LOL thanks again Eeyore

  I was sticking my hand behind the leather to turn it on.  Old timers is catching up with me


----------



## corkyb (Apr 25, 2009)

Melody, is your case chestnut or dark coffee brown?
It's beautiful


----------



## melodyyyyy (Feb 11, 2009)

Chestnut and I love it!!!


----------



## luvshihtzu (Dec 19, 2008)

I have a couple of Piel Frama leather cases for my iPad and iTouch and they both wrinkle heavily at the fold line.  My iPad case that isn't very old already has two cracks through the leather.  Obviously the case wasn't tested very much before going up for sale.  Wish I had one of these Saddleback ones instead.


----------



## corkyb (Apr 25, 2009)

Eeyore and Melodyy,
Just checking in to see if you still love this case?  I have a gift certificate for SBL and am trying to decide if I should buy this case or not.  Eeyore is the typing height holding up for you?  Can you use it that way on your lap comfortably?


----------



## Eeyore (Jul 16, 2009)

Hi corkyb !

I have been using this case almost continuously since it arrived. Also took it on a Thanksgiving trip cross-State to see my eldest son's family. Still love it and the typing height has not been compromised. However, the leather does show scratches very easily (chestnut color) and please remember that *the total weight with iPad enclosed is a whopping 2 pounds 6.8 ounces.*

I remember in previous posts on covers that you did not want an iPad case that was too heavy, and this is the heaviest case I have ever come across. It also offers the most elegant protection, imho.

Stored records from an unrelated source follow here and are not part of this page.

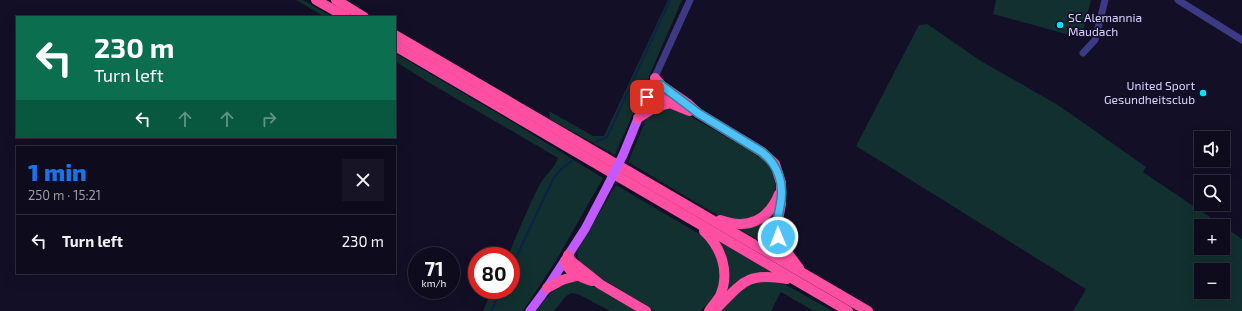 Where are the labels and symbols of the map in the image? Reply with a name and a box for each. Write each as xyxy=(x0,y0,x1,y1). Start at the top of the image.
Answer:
place label: SC Alemannia Maudach xyxy=(1068,10,1142,38)
marker: SC Alemannia Maudach xyxy=(1055,20,1065,30)
place label: United Sport Gesundheitsclub xyxy=(1104,78,1195,106)
pin xyxy=(630,80,664,114)
marker: United Sport Gesundheitsclub xyxy=(1198,88,1208,98)
position arrow xyxy=(757,216,799,258)
speed limit sign: 80 xyxy=(468,247,520,299) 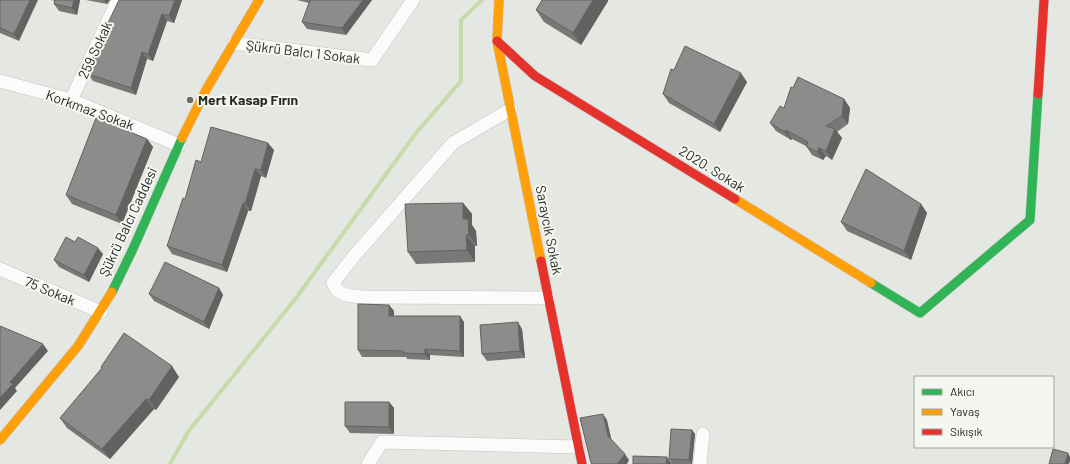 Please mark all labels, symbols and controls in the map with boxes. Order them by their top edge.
street label: 259 Sokak [74,18,115,81]
street label: Şükrü Balcı 1 Sokak [245,36,361,67]
street label: Korkmaz Sokak [44,86,137,133]
place label: Mert Kasap Fırın [198,91,298,108]
marker: Mert Kasap Fırın [185,95,195,105]
street label: 2020. Sokak [676,142,748,195]
street label: Şükrü Balcı Caddesi [95,164,160,279]
street label: Saraycık Sokak [533,184,566,276]
street label: 75 Sokak [22,272,78,309]
legend [914,376,1054,448]
text: Akıcı [950,384,975,398]
text: Yavaş [950,404,980,418]
text: Sıkışık [950,424,982,438] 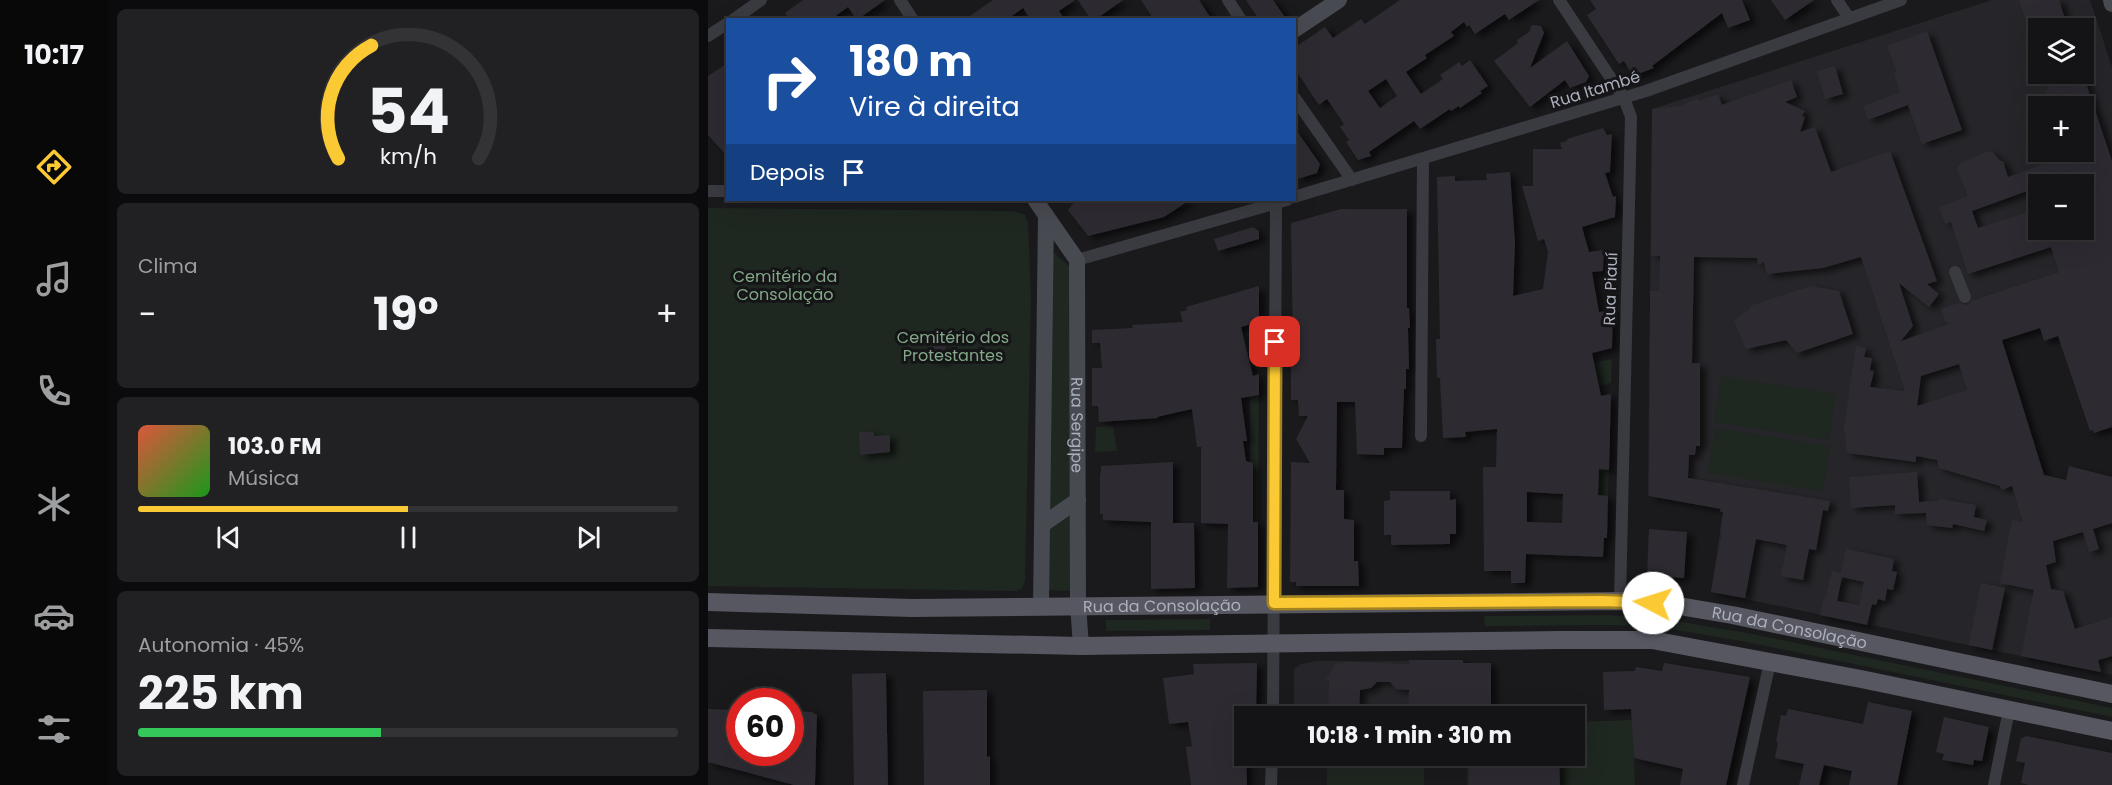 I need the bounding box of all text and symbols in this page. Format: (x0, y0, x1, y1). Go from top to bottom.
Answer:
map controls (2028, 18, 2094, 240)
button: layers (2028, 18, 2094, 84)
text: 180 m (849, 32, 973, 91)
text: 10:17 (24, 36, 84, 73)
icon: right (750, 42, 828, 120)
street label: Rua Itambé (1547, 65, 1643, 114)
text: 54 (367, 67, 449, 155)
text: Vire à direita (849, 88, 1020, 125)
button: + (2028, 96, 2094, 162)
text: km/h (379, 141, 437, 172)
icon: directions (33, 146, 75, 188)
icon: arrive (837, 156, 870, 189)
text: Depois (750, 157, 825, 188)
button: − (2028, 174, 2094, 240)
text: Clima (138, 252, 197, 280)
street label: Rua Piauí (1598, 252, 1623, 326)
icon: music (33, 258, 75, 300)
park label: Cemitério da Consolação (733, 265, 837, 306)
text: 19° (373, 283, 439, 346)
text: − (138, 291, 156, 338)
text: + (655, 291, 678, 338)
pin (1249, 316, 1300, 367)
icon: arrive (1258, 325, 1291, 358)
park label: Cemitério dos Protestantes (897, 326, 1009, 367)
icon: phone (33, 370, 75, 412)
street label: Rua Sergipe (1065, 377, 1089, 473)
text: 103.0 FM (228, 431, 321, 462)
text: Música (228, 464, 299, 492)
icon: climate (33, 483, 75, 525)
icon: previous (212, 521, 245, 554)
icon: pause (392, 521, 425, 554)
icon: next (572, 521, 605, 554)
position arrow (1621, 571, 1685, 635)
street label: Rua da Consolação (1083, 594, 1241, 618)
icon: car (33, 595, 75, 637)
street label: Rua da Consolação (1710, 601, 1869, 655)
text: Autonomia · 45% (138, 631, 304, 659)
text: 225 km (138, 662, 304, 725)
speed limit sign: 60 (726, 688, 804, 766)
icon: filters (33, 708, 75, 750)
text: 10:18 · 1 min · 310 m (1307, 720, 1512, 751) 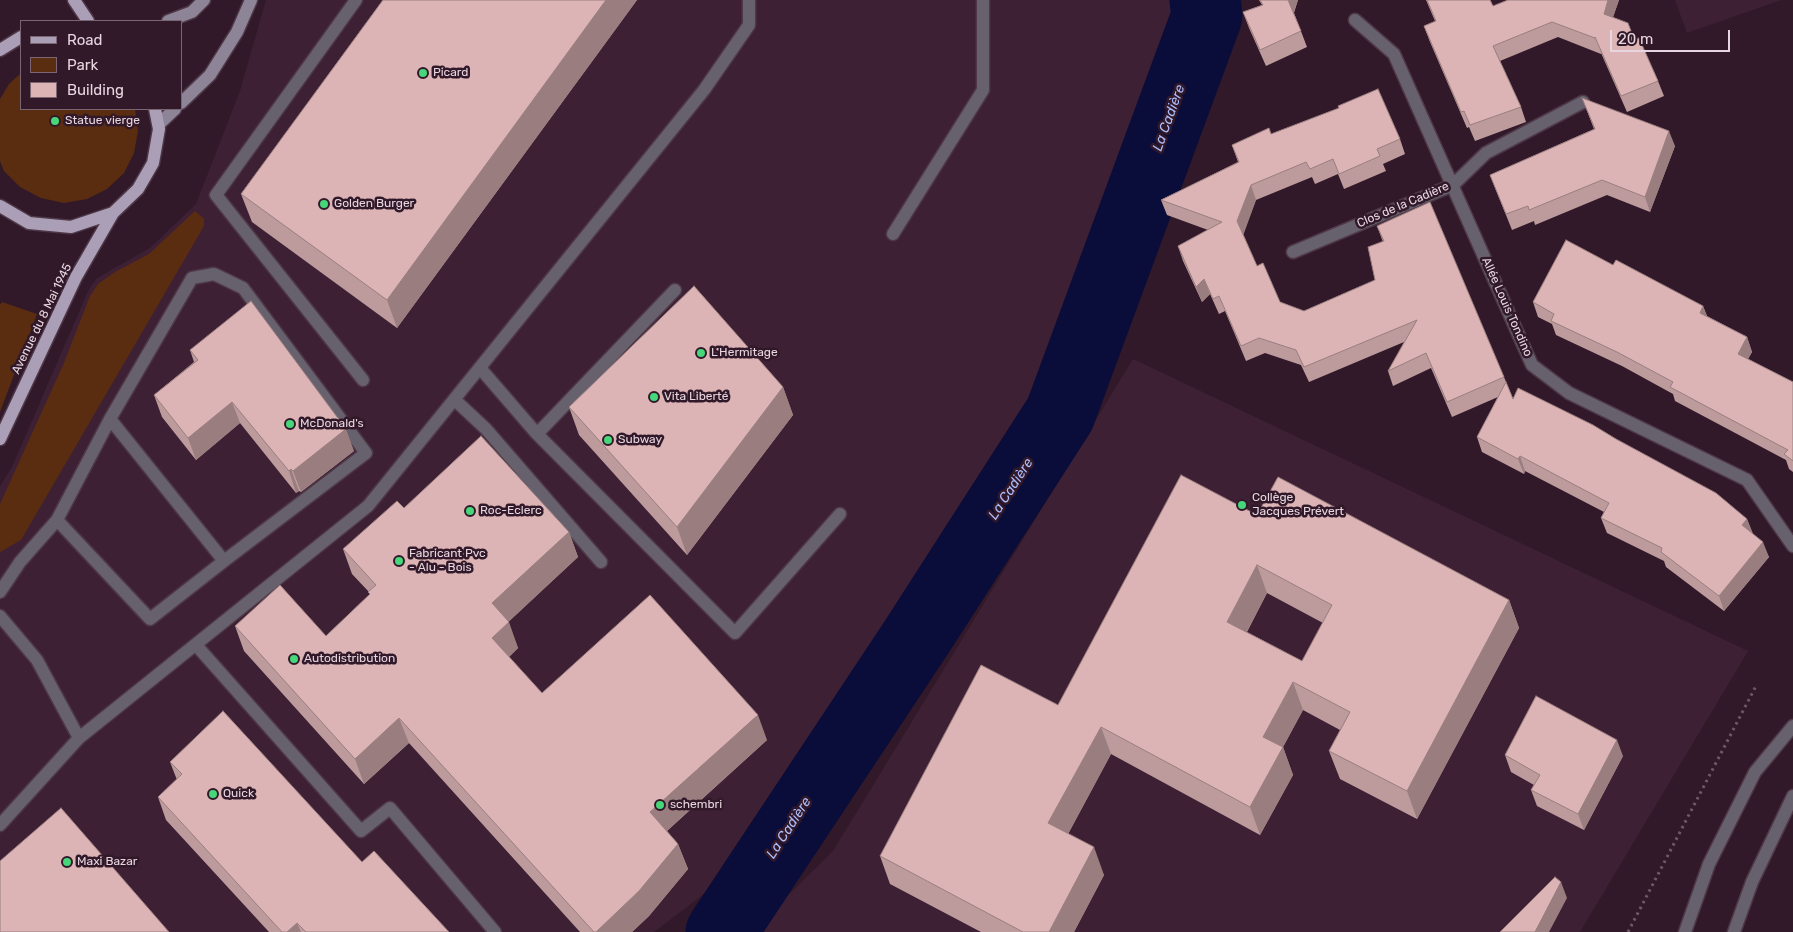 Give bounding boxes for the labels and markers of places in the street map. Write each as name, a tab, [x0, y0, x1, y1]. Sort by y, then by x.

As far as typing goes, 99% of my typing with the iPad is at a desk with the Apple Bluetooth keyboard. The few times that I have used the iPad touch keyboard is when I am watching television and for me, it is comfortable typing with the elevated SB case in my lap. Only you (corkyb) will know if the angle of the stand is acceptable to you, since it doesn't adjust.

Best Wishes!


----------



## melodyyyyy (Feb 11, 2009)

I still love my Saddleback iPad case.  It is heavy but it is very pretty. I love holding it. Trying to type in this case is not easy. The case will not stand up so you can type on it.


----------



## corkyb (Apr 25, 2009)

Really?  it won't stand to type on it?  If that is true, I won't be buying it.  Did you tuck in the straps the way Eeyore shows in his pictures?  I am interested in hearing more about this.  Is yours too soft to stand up when you do that?


----------



## Eeyore (Jul 16, 2009)

melodyyyyy said:


> I still love my Saddleback iPad case. It is heavy but it is very pretty. I love holding it. Trying to type in this case is not easy. The case will not stand up so you can type on it.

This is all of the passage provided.